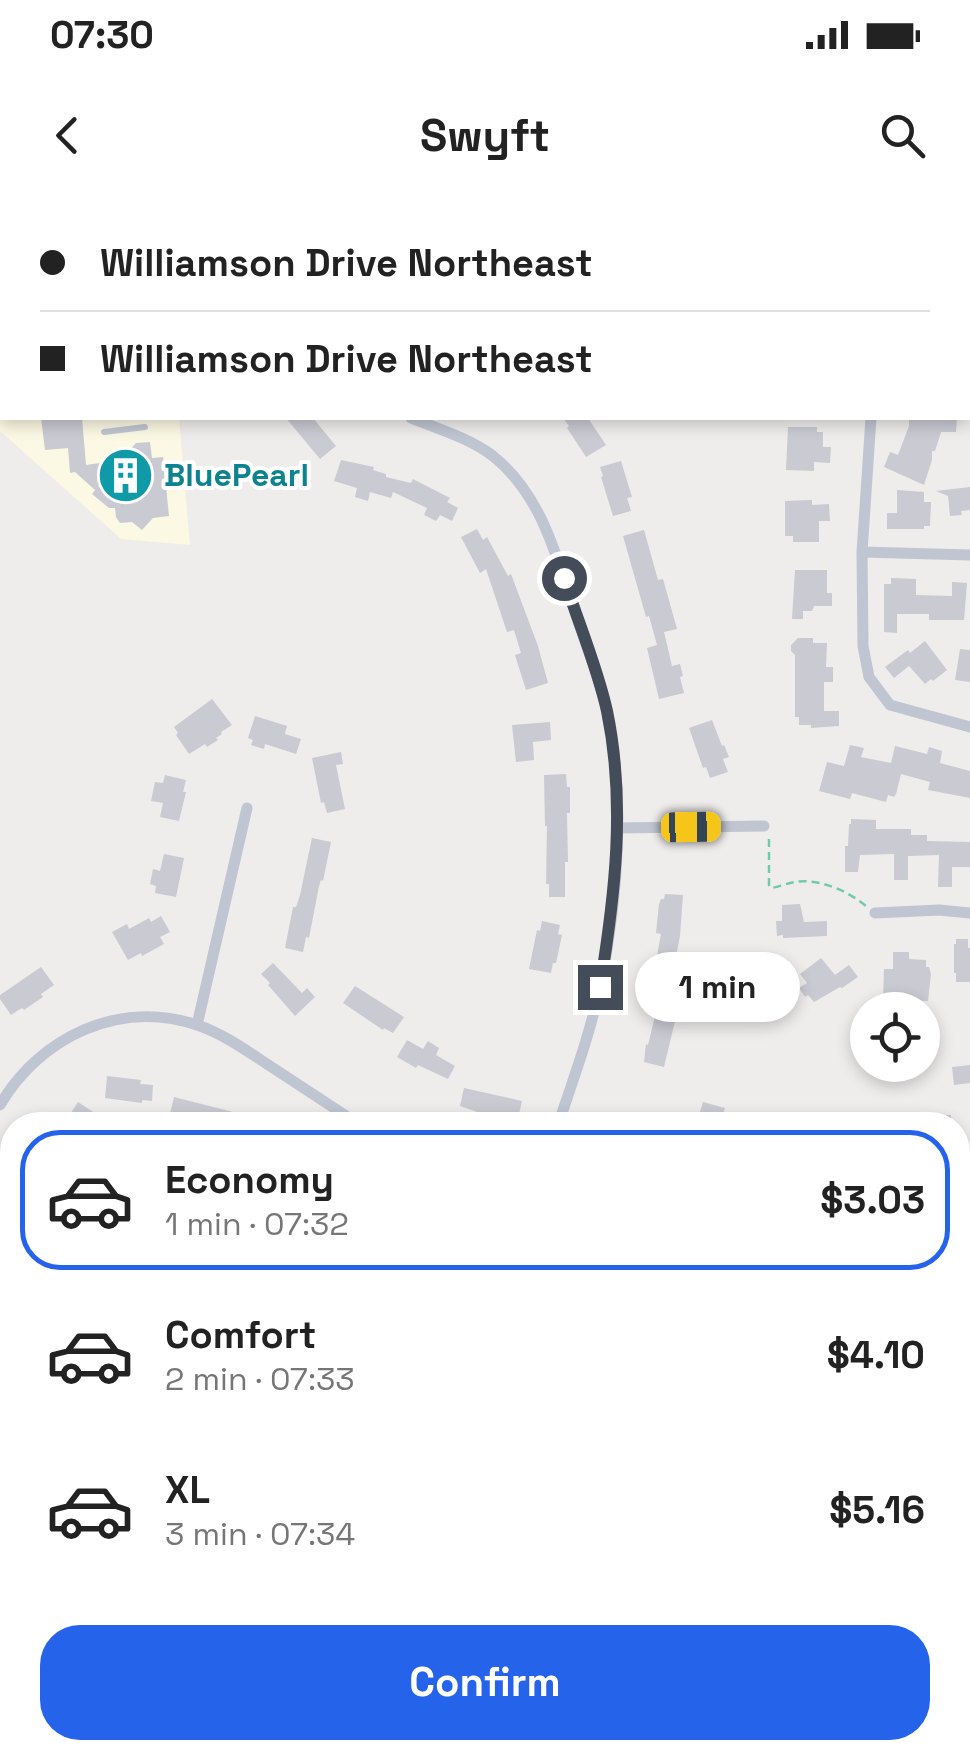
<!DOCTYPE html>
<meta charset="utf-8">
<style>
:root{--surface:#fff;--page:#f2f2f2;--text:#222;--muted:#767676;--line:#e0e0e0;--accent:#2563eb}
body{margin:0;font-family:"Space Grotesk",sans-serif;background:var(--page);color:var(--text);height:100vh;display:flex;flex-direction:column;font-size:38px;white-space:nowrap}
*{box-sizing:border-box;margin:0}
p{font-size:32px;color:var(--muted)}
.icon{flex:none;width:55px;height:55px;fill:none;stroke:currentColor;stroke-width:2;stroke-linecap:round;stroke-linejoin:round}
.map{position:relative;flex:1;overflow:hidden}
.drawer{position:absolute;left:0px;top:912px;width:970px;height:648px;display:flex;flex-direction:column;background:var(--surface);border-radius:40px 40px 0 0;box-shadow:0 5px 15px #0003}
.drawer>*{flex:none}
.hud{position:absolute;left:0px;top:0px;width:970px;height:220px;box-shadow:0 5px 15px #0003;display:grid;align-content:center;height:220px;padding:0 40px;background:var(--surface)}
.controls{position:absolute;left:850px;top:792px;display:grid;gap:20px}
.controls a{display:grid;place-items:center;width:90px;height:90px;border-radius:50%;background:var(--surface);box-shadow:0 5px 15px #0003;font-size:50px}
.end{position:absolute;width:45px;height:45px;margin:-22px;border:12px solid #454c59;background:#fff;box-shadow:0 0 0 5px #fff}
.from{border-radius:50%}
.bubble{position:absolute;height:70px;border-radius:35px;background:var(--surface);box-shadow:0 5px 15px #0003;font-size:32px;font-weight:700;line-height:70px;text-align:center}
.car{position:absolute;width:30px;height:60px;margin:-30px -15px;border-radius:12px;box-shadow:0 0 8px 2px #0007;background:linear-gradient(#f5c518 24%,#345 0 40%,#f5c518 0 76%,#345 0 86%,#f5c518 0)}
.hud b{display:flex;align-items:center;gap:35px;height:95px;font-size:38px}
.hud b+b{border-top:2px solid var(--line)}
.hud i{width:25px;height:25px;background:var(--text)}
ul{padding:18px 0 0;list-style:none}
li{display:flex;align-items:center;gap:30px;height:140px;margin:0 20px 15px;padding:0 20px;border:5px solid transparent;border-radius:40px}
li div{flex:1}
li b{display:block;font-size:38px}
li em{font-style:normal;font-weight:700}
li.on{border-color:var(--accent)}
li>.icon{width:90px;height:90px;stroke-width:1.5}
.cta{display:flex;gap:20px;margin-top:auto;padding:20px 40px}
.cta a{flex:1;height:115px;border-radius:40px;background:var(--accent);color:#fff;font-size:40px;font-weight:700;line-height:115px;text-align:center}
.status{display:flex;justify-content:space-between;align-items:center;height:70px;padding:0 50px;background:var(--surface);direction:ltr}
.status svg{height:28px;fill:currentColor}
header{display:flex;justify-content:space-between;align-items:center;height:130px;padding:0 40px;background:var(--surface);font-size:45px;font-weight:700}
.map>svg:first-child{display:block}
.commercial{fill:#fbf8e3}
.green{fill:#b9edd6}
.building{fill:#c9cad2}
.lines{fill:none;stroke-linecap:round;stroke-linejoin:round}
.path{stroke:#72caae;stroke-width:2.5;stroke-dasharray:8 5;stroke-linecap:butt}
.lane{stroke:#bfc5d1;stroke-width:6}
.street{stroke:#bfc5d1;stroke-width:11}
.primary{stroke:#abb6cb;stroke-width:18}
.route{stroke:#454c59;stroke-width:12}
.labels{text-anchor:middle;stroke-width:8;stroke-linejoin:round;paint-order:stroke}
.culture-label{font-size:32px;font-weight:bold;fill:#0d838f;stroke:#fff;text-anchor:start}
</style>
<div class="status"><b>07:30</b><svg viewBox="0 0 49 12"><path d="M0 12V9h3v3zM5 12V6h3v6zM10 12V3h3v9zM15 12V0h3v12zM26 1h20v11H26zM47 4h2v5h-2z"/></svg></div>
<header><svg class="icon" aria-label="back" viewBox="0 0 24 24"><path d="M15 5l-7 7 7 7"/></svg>Swyft<svg class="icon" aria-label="search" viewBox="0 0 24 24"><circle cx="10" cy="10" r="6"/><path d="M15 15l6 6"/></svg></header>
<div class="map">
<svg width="970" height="1558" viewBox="0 0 970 1558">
<rect width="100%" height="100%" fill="#efecec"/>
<path class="commercial" d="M0,52h2v166h177l11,127 -69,-6 -121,-108z"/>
<path class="green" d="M0,0h405l-12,2h-391v50h-2z"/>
<path class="building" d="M41,218h41l4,47 35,-5 15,-17 14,-1 2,16 11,-1 6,59 -16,2 -11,12 -10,-8 -12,1 -4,-6 -1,-9h-6l-17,-14 3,-4 -20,-18 -5,1 -2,-25 -23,2z
M286,218h27l23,28 -16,13z
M563,218h25l18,27 -20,12 -19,-29 2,-2z
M909,218l48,1 -1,13h-15l-6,19h-3v9l-8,25 -40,-18 6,-15 8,3 11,-29z
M788,227h29v5h6v15h8l-1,16 -16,-1v9l-28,-1z
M341,260l33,7 -1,3 13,4v3l25,6 2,-4 37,19 -3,4 11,6 -6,13 -12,-6 -4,6 -12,-6 3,-7 -34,-16 -2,6 -21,-6 -2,9 -13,-4 2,-9 -23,-7z
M621,261l11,36 -5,1 4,13 -18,5 -12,-39 2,-1 -3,-9z
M970,287v23l-9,1 1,4 -12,1 -2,-20 -12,-5z
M897,290l27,2v10h7l-1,24h-6v3h-37v-16h10z
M812,300v5l17,-1 1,17h-11v21h-26v-6h-8v-35z
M477,329l6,11 4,-3 21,39 3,-2 27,72 10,37 -22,7 -11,-35 6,-2 -7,-23 -7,2 -21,-63 -6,4 -19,-36z
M644,330l14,50 5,-1 14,50 -13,3 8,34 8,-2 3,12 -3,1 4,16 -25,6 -12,-51 10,-3 -8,-29 -3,1 -23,-81z
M795,370h32v23h5v13h-18l-2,5h-9v8h-11z
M891,378l25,1v16l36,1v-14l15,1 -3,37h-35v-6h-32v19l-13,-1v-48h7z
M798,438h15v5h14l-1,24h7v15h-9v29h15v15l-28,2v-3h-12v-8h-4v-62l-4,-4v-6z
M925,441l22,29 -14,11 -2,-2 -6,5 -16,-18 -15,12 -9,-11 23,-17 2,3z
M960,449l10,1v32l-15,-2z
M212,499l20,26 -11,7 1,2 -6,4 2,2 -11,7 -2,-3 -16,10 -13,-19 2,-2 -4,-6z
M255,516l32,10 -2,8 16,5 -5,15 -31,-10 -1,5 -13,-4 2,-5 -5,-2z
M712,520l10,26 2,-1 5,12 -6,2 5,13 -18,6 -4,-11 -3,1 -14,-40z
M550,522l1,18 -18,2 1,18 -18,2 -4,-37z
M850,545l14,3 -3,9 30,6 4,-17 32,8 2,-7 13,4 -2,12 30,8v27l-42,-8 2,-8 -29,-8 -5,20 -2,3 -6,-2 -2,7 -34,-9 -2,6 -31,-8 8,-29 17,4z
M341,552l2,12 -7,1 9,44 -18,4 -3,-11 -3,1 -9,-45z
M566,574l1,13h3v26h-3l1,49h-3v35h-16v-13h-3l1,-58h-2l-1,-51z
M165,575l21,5 -3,12h3l-7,29 -19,-4 3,-14 -12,-2 4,-19 8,1z
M851,619l25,1v9h35v6h16v6l43,1v25h-18v20h-14l1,-32 -31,1v24h-14v-26l-34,1 -2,17h-13v-26h3l1,-22h2z
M312,638l19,4 -8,39 -2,-1 -2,6 -10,52 -3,-1 -3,15 -18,-4 8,-41h3l4,-12z
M164,654l20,4 -8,39 -21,-4 1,-7 -6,-2 3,-15 7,2z
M665,694l18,1 -3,41 -10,52h-3l-3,14 -15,-3 12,-65 -5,-1 3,-29 2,-5h3z
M800,704l4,18 23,-1v15l-44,2v-3l-6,1 -1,-15h6v-16z
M161,716l9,16 -10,5 4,7 -22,12 -1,-3 -13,7 -16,-28 15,-8 2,5 20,-11 2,4z
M542,721l18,4 -2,9 4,1 -6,28h-3l-2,10 -22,-4 8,-39 3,1z
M956,739h12v9h2v34h-14v-9h-2v-29h2z
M893,752h16v7l17,1v7h3l2,7 -3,27h-45l1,-32h9z
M821,758l14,17 14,-10 9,12 -16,11 -2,-1 -26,15 -6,-7 -3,2 -6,-9 8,-5 -7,-9z
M273,763l29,30 5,-5 8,9 -20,19 -27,-31 2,-2 -9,-9z
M41,767l13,18 -13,9 2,3 -19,13 -2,-2 -11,7 -11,-16v-4z
M355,786l49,31 -11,16 -9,-5 -1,2 -40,-27z
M656,812l20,5 -12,50 -20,-5 2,-18 2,1z
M407,840l16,9 5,-8 11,7 -3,7 19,11 -7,13 -30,-14 -2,3 -19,-11z
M970,865v18l-16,2 -2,-18z
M107,876l34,4 -1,4 13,1 -1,16 -10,-1v3l-37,-5z
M464,888l58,13 -4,18 -7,-1 -1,3 -11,-3v3l-17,-4 1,-3 -23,-8z
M174,897l59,15 22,13h-66l1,-3 -21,-4z
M78,902l35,23h-50z
M703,902l22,6 -5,17h-24z
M910,914l41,1v10h-41z
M958,1006l12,13v53l-12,-10z"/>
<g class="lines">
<path class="path" d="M769,639v46l2,3c8,-1 16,-5 24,-6 24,-4 53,9 71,24"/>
<path class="lane" d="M287,0v2
M309,0v2
M114,2v-2
M104,232l41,-5"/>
<path class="street" d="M884,0l1,2
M411,218c27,11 58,20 82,38 49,39 64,102 83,159 10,31 23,62 30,93 20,88 12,192 -6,279 -10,47 -27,93 -42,138
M871,218l-9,134 1,94 6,31 21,28 80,22
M862,352l108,3
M617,628l147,-2
M875,713l64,-3 31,3
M197,825l50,-217
M0,905c40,-68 119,-106 197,-80 27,9 50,26 73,41 30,20 60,39 90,59
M0,1221h12
M510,1548l3,10"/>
<path class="primary" d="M783,0l9,2
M355,2l17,-2
M0,35h2
M968,61l2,1
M0,62h2
M968,89h2"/>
</g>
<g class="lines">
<path class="route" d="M564,378c14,44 33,88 43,133 19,92 8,184 -7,276"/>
</g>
<defs>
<symbol id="building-disc" viewBox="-11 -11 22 22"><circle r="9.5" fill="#0f9aa8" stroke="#fff"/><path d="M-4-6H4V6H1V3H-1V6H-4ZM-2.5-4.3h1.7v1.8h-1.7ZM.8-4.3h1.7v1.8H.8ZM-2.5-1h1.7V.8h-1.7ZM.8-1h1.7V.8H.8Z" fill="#fff"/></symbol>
</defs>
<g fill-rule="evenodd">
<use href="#building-disc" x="94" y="244" width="63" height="63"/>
</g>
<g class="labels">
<g class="culture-label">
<text x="164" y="286">BluePearl</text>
</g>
</g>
</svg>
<div class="controls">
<a><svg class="icon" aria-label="locate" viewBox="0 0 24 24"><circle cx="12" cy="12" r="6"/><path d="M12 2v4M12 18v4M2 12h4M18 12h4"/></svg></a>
</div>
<i class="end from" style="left:564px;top:378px"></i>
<i class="end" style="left:600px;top:787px"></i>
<div class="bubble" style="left:635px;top:752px;width:165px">1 min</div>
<i class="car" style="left:691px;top:627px;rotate:89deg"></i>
<div class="hud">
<b><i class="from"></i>Williamson Drive Northeast</b>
<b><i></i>Williamson Drive Northeast</b>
</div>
<section class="drawer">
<ul>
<li class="on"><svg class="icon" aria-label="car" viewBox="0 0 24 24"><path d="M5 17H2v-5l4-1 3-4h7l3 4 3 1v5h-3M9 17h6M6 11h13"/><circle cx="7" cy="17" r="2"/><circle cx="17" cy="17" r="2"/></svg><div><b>Economy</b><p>1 min · 07:32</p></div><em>$3.03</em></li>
<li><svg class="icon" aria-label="car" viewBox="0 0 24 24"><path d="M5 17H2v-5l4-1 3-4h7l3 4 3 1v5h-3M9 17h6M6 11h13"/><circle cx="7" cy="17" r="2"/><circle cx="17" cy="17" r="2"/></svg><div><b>Comfort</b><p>2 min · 07:33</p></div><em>$4.10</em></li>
<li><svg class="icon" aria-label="car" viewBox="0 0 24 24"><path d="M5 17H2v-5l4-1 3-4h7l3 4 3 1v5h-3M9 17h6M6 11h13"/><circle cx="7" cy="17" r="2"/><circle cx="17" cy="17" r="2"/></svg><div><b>XL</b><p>3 min · 07:34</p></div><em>$5.16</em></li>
</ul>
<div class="cta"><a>Confirm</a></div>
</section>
</div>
---+---
*Work item*. The result should be every line of the material that contains the word "column", so copy those lines.

*Result of this exercise*.
body{margin:0;font-family:"Space Grotesk",sans-serif;background:var(--page);color:var(--text);height:100vh;display:flex;flex-direction:column;font-size:38px;white-space:nowrap}
.drawer{position:absolute;left:0px;top:912px;width:970px;height:648px;display:flex;flex-direction:column;background:var(--surface);border-radius:40px 40px 0 0;box-shadow:0 5px 15px #0003}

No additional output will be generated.